> **What you should do**:
Set the whole listing down again, word for word, with no pictures.

> **Given records**:
.....
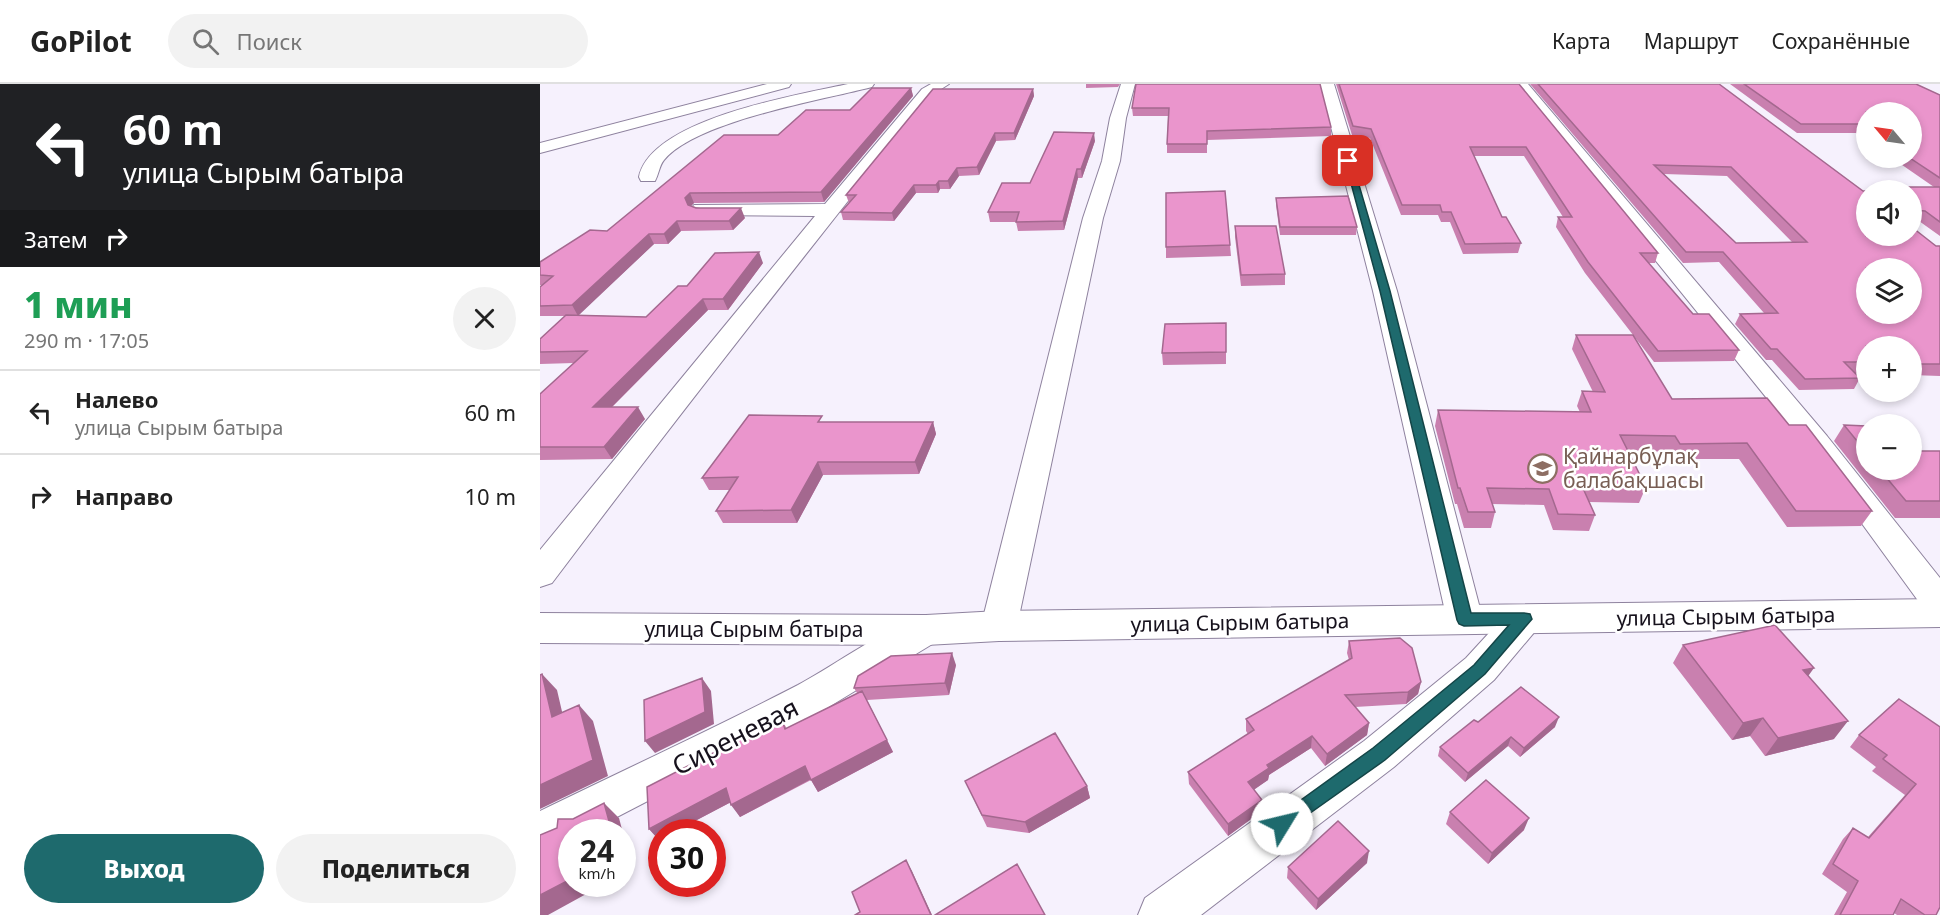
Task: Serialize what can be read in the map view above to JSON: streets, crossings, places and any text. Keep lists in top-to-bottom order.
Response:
{
  "streets": {
    "street": ["улица Сырым батыра", "Сиреневая"]
  },
  "crossings": [
    ["улица Сырым батыра", "Сиреневая"]
  ],
  "places": {
    "school or university": ["Қайнарбұлақ балабақшасы"]
  },
  "north": "top left",
  "page": {
    "header": "GoPilot",
    "search": "Поиск",
    "nav": ["Карта", "Маршрут", "Сохранённые"],
    "turn": ["60 m", "улица Сырым батыра"],
    "map_buttons": ["+", "−"],
    "then": "Затем",
    "heading": ["1 мин", "290 m · 17:05"],
    "list": [
      {
        "name": "Налево",
        "note": "улица Сырым батыра",
        "value": "60 m"
      },
      {
        "name": "Направо",
        "value": "10 m"
      }
    ],
    "speed": "24 km/h",
    "limit": "30",
    "buttons": ["Выход", "Поделиться"]
  }
}
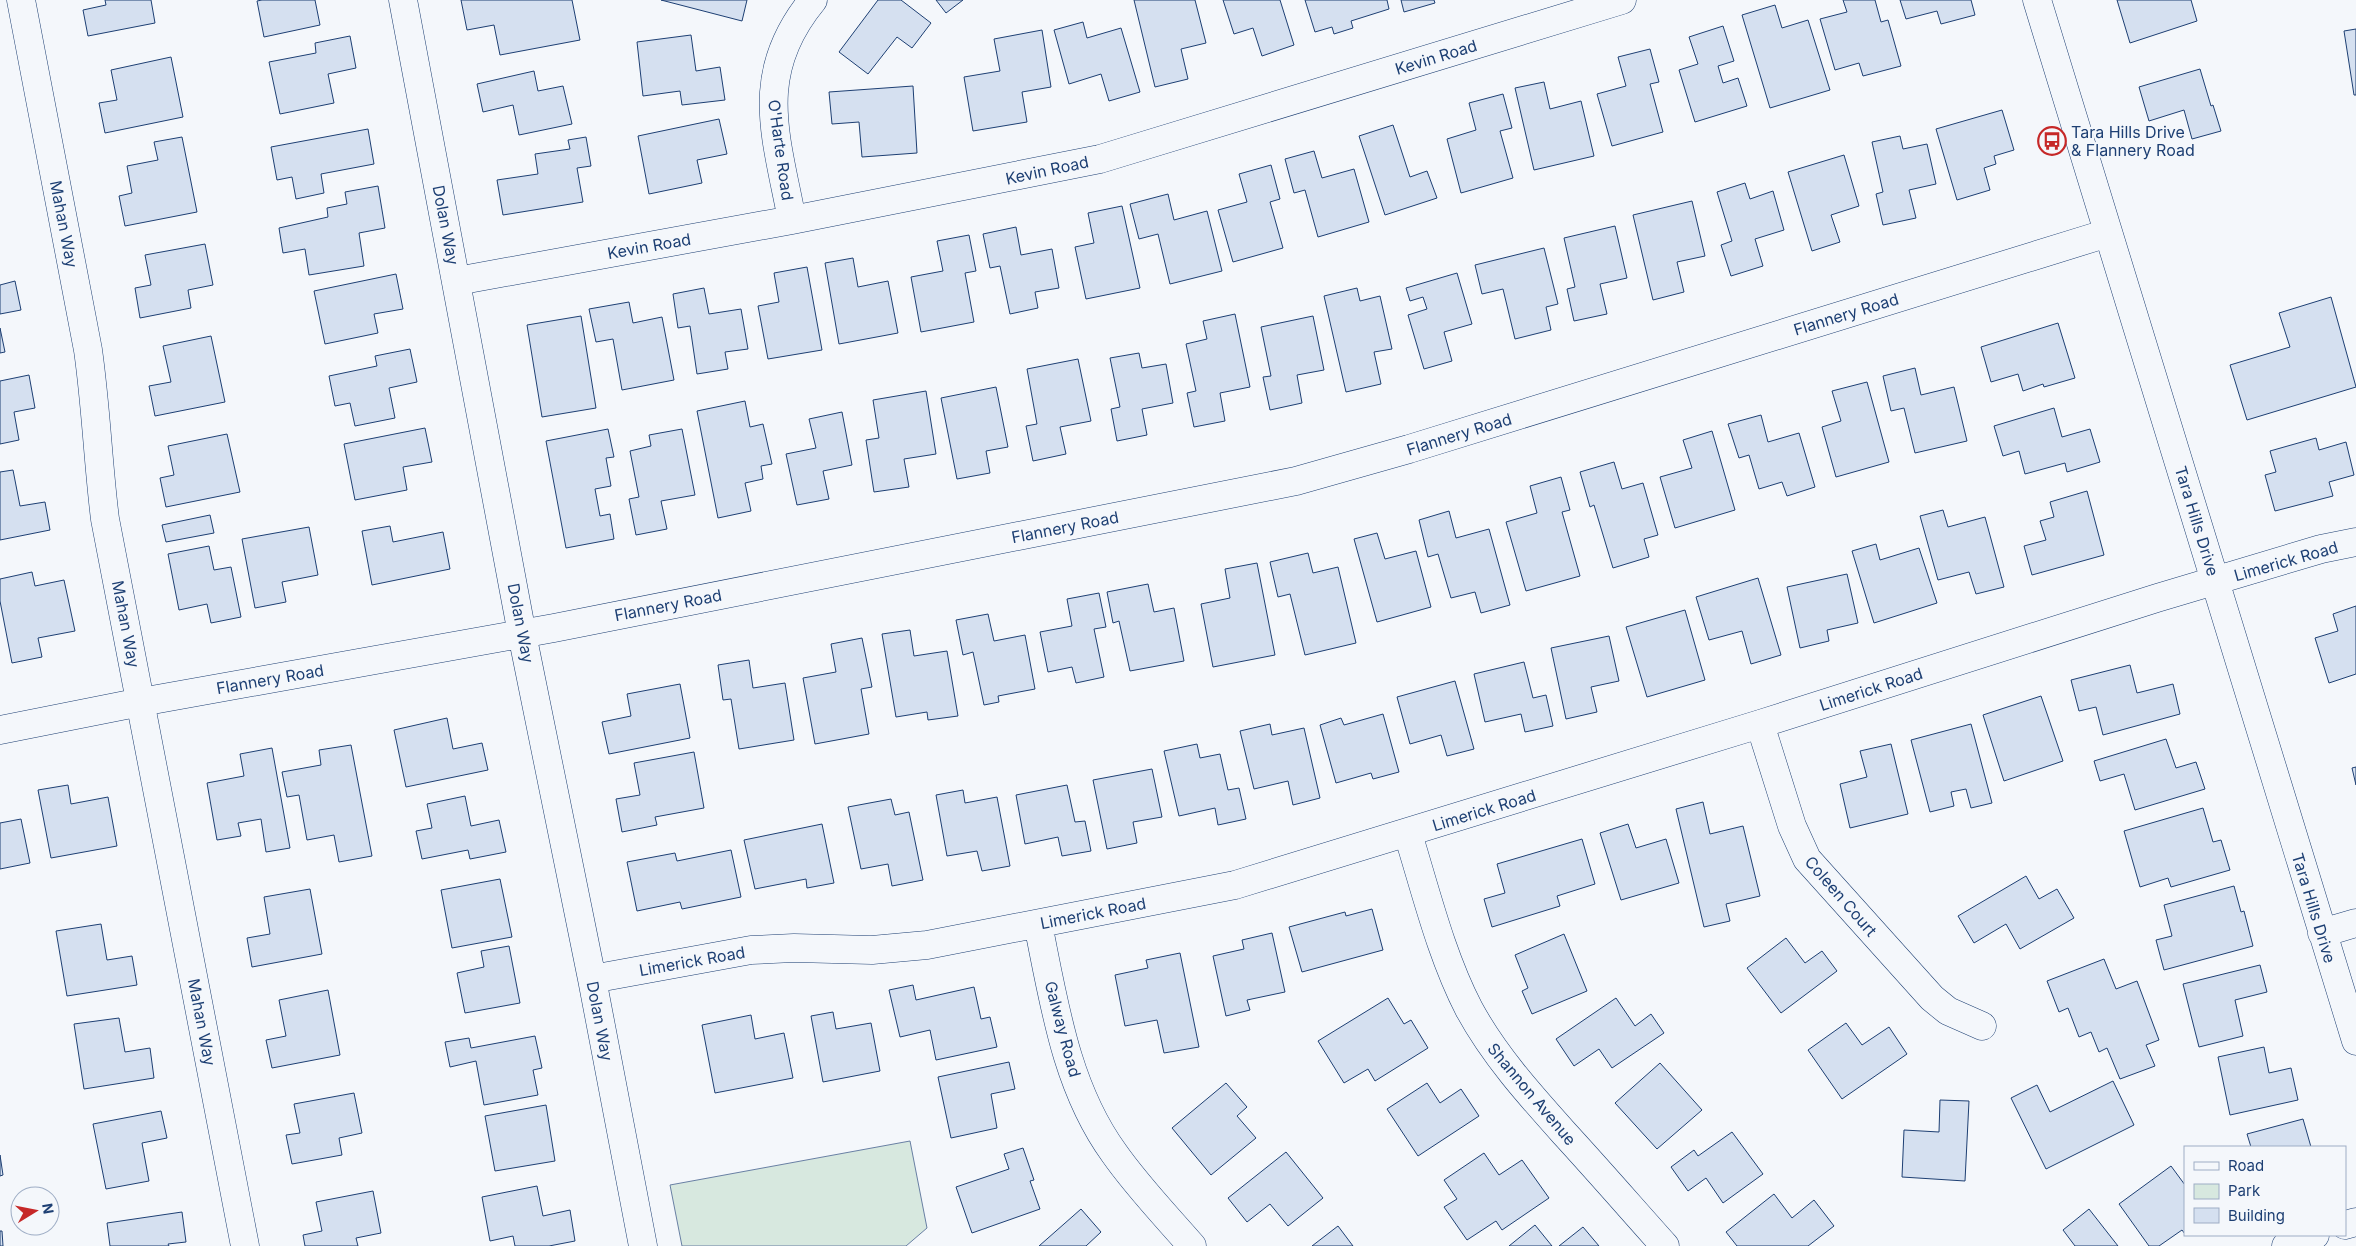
.....
> **Result for this task**:
Task: Serialize what can be read in the map view above to JSON: streets, crossings, places and any text. Keep lists in top-to-bottom order.
Response:
{
  "streets": {
    "street": ["улица Сырым батыра", "Сиреневая"]
  },
  "crossings": [
    ["улица Сырым батыра", "Сиреневая"]
  ],
  "places": {
    "school or university": ["Қайнарбұлақ балабақшасы"]
  },
  "north": "top left",
  "page": {
    "header": "GoPilot",
    "search": "Поиск",
    "nav": ["Карта", "Маршрут", "Сохранённые"],
    "turn": ["60 m", "улица Сырым батыра"],
    "map_buttons": ["+", "−"],
    "then": "Затем",
    "heading": ["1 мин", "290 m · 17:05"],
    "list": [
      {
        "name": "Налево",
        "note": "улица Сырым батыра",
        "value": "60 m"
      },
      {
        "name": "Направо",
        "value": "10 m"
      }
    ],
    "speed": "24 km/h",
    "limit": "30",
    "buttons": ["Выход", "Поделиться"]
  }
}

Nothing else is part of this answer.